- Born: 1852 Leeds, England
- Died: 17 March 1929 (aged 76–77) Winshill, England
- Occupation: School inspector
- Spouse: Tom Roadknight

= Jane Roadknight =

English schoolteacher and inspector of schools

Jane Annie Roadknight born Jane Annie Powell (1852 – 17 March 1929) was a British schoolteacher and inspector of schools. She was an advocate of the kindergarten and Froebel approach to education.

== Life ==
Roadknight is believed to have been born in Leeds in 1852 or 1853. Her parents were George and Eliza Powell. She went into t St Mary's national school, Quarry Hill, Leeds as a girl pupil teacher in 1865. She was still there as a teenager in 18721 when she was awarded a first class queen's scholarship. By the following year she had a kindergarten certificate and she went on to attend the Home and Colonial College in London. There she learned about new ideas in education created by Heinrich Pestalozzi and Friedrich Froebel.

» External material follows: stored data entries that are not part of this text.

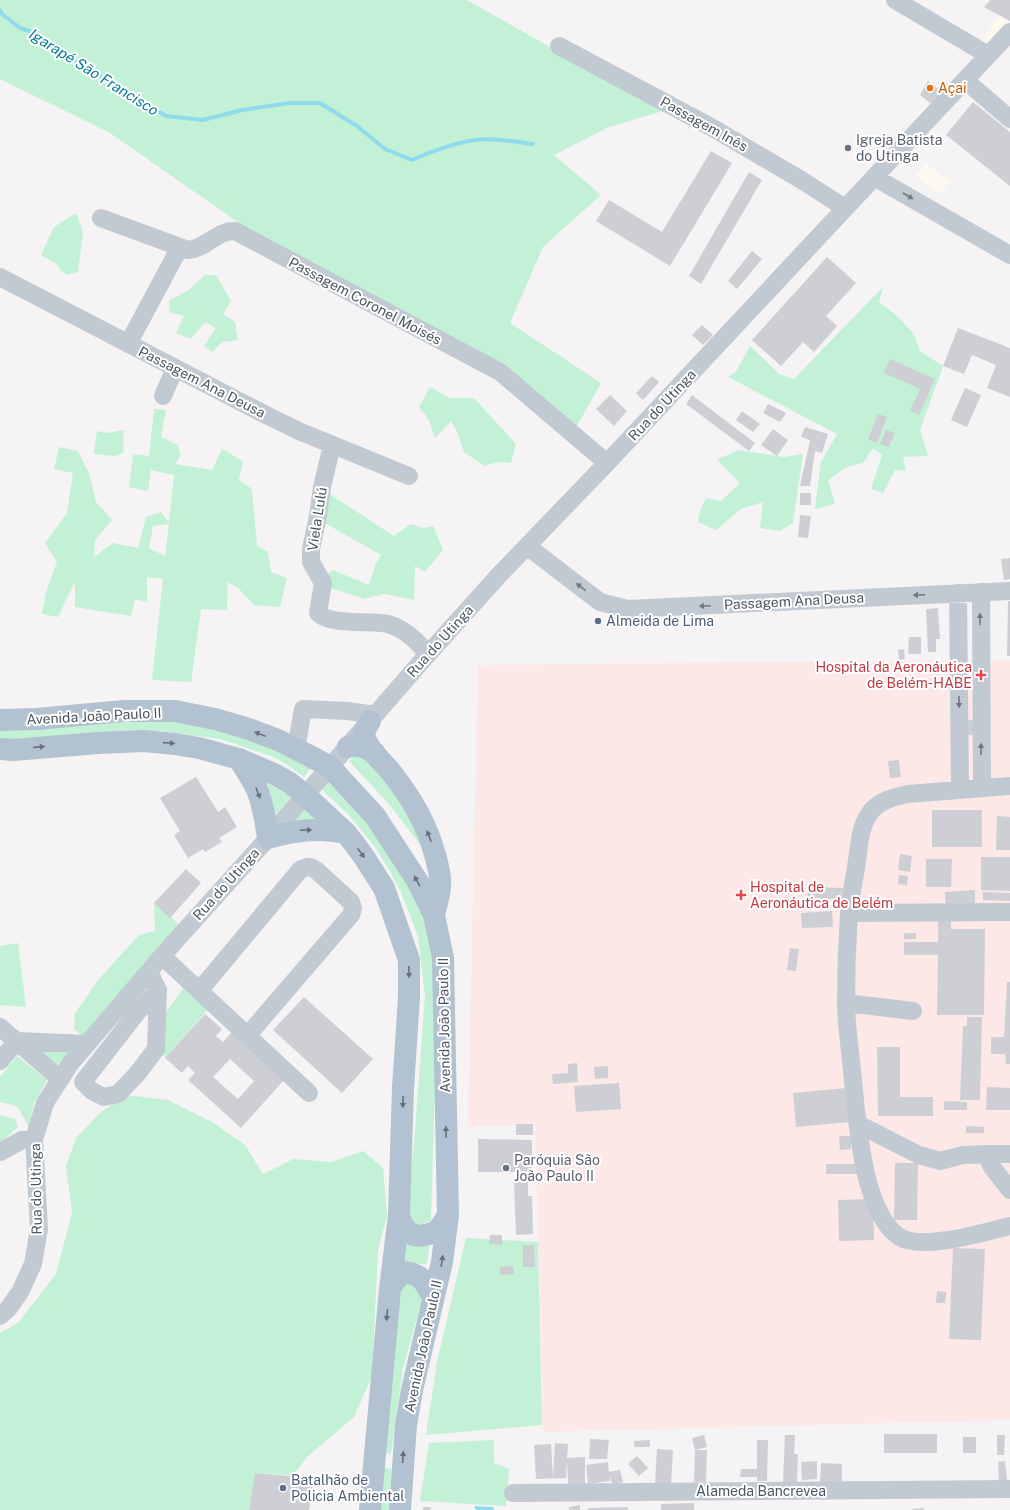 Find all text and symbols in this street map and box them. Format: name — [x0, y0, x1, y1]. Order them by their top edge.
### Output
water label: Igarapé São Francisco — [26, 25, 162, 119]
place label: Açai — [938, 80, 966, 96]
marker: Açai — [925, 83, 935, 93]
street label: Passagem Inês — [658, 93, 750, 155]
place label: Igreja Batista do Utinga — [856, 132, 943, 164]
marker: Igreja Batista do Utinga — [843, 143, 853, 153]
one-way arrow — [902, 193, 914, 200]
street label: Passagem Coronel Moisés — [286, 254, 444, 348]
street label: Passagem Ana Deusa — [136, 343, 268, 421]
street label: Rua do Utinga — [625, 366, 699, 444]
street label: Viela Lulú — [304, 486, 330, 552]
one-way arrow — [575, 583, 586, 592]
street label: Passagem Ana Deusa — [724, 589, 864, 613]
one-way arrow — [913, 592, 925, 599]
street label: Rua do Utinga — [403, 602, 477, 680]
one-way arrow — [699, 602, 711, 609]
one-way arrow — [977, 612, 983, 625]
place label: Almeida de Lima — [606, 613, 714, 629]
marker: Almeida de Lima — [593, 616, 603, 626]
place label: Hospital da Aeronáutica de Belém-HABE — [815, 659, 972, 691]
marker: Hospital da Aeronáutica de Belém-HABE — [975, 669, 987, 681]
one-way arrow — [956, 696, 962, 709]
street label: Avenida João Paulo II — [26, 704, 162, 728]
one-way arrow — [254, 730, 266, 736]
one-way arrow — [163, 740, 175, 747]
one-way arrow — [978, 742, 984, 755]
one-way arrow — [33, 744, 45, 751]
one-way arrow — [256, 788, 262, 800]
one-way arrow — [300, 827, 313, 833]
one-way arrow — [426, 830, 432, 842]
street label: Rua do Utinga — [189, 845, 263, 923]
one-way arrow — [357, 847, 365, 858]
one-way arrow — [414, 875, 421, 887]
place label: Hospital de Aeronáutica de Belém — [750, 879, 893, 911]
marker: Hospital de Aeronáutica de Belém — [735, 889, 747, 901]
street label: Avenida João Paulo II — [435, 957, 453, 1093]
one-way arrow — [406, 966, 412, 979]
one-way arrow — [400, 1096, 406, 1109]
one-way arrow — [443, 1125, 449, 1138]
street label: Rua do Utinga — [27, 1143, 45, 1235]
place label: Paróquia São João Paulo II — [514, 1152, 600, 1184]
marker: Paróquia São João Paulo II — [501, 1163, 511, 1173]
one-way arrow — [439, 1255, 445, 1267]
street label: Avenida João Paulo II — [401, 1278, 445, 1414]
one-way arrow — [384, 1309, 390, 1321]
one-way arrow — [400, 1451, 407, 1463]
place label: Batalhão de Policia Ambiental — [291, 1472, 404, 1504]
marker: Batalhão de Policia Ambiental — [278, 1483, 288, 1493]
street label: Alameda Bancrevea — [696, 1483, 826, 1499]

In 1883 she married Tom Roadknight who was a maltster. They married in Kings Norton and she went on to work at Nottingham's Blue Bell Hill Board school in 1885 which had opened two years before. Her effect on the school was appreciated and inspections of the school led to her being promoted to be the Nottingham school board's inspector of kindergarten and needlework in 1893. When the Nottingham educational authority was formed she became their inspector for infant education. She is creditted with introducing play into teaching and to make the tone of the classroom less intimidating. She held the position of infant inspector until 1919 when she stood down because of her health.

In 1905 she had founded the Nottingham Froebel Society which demonstrated her enthusiasm for her approach.

Roadknight died in Winshill in 1929.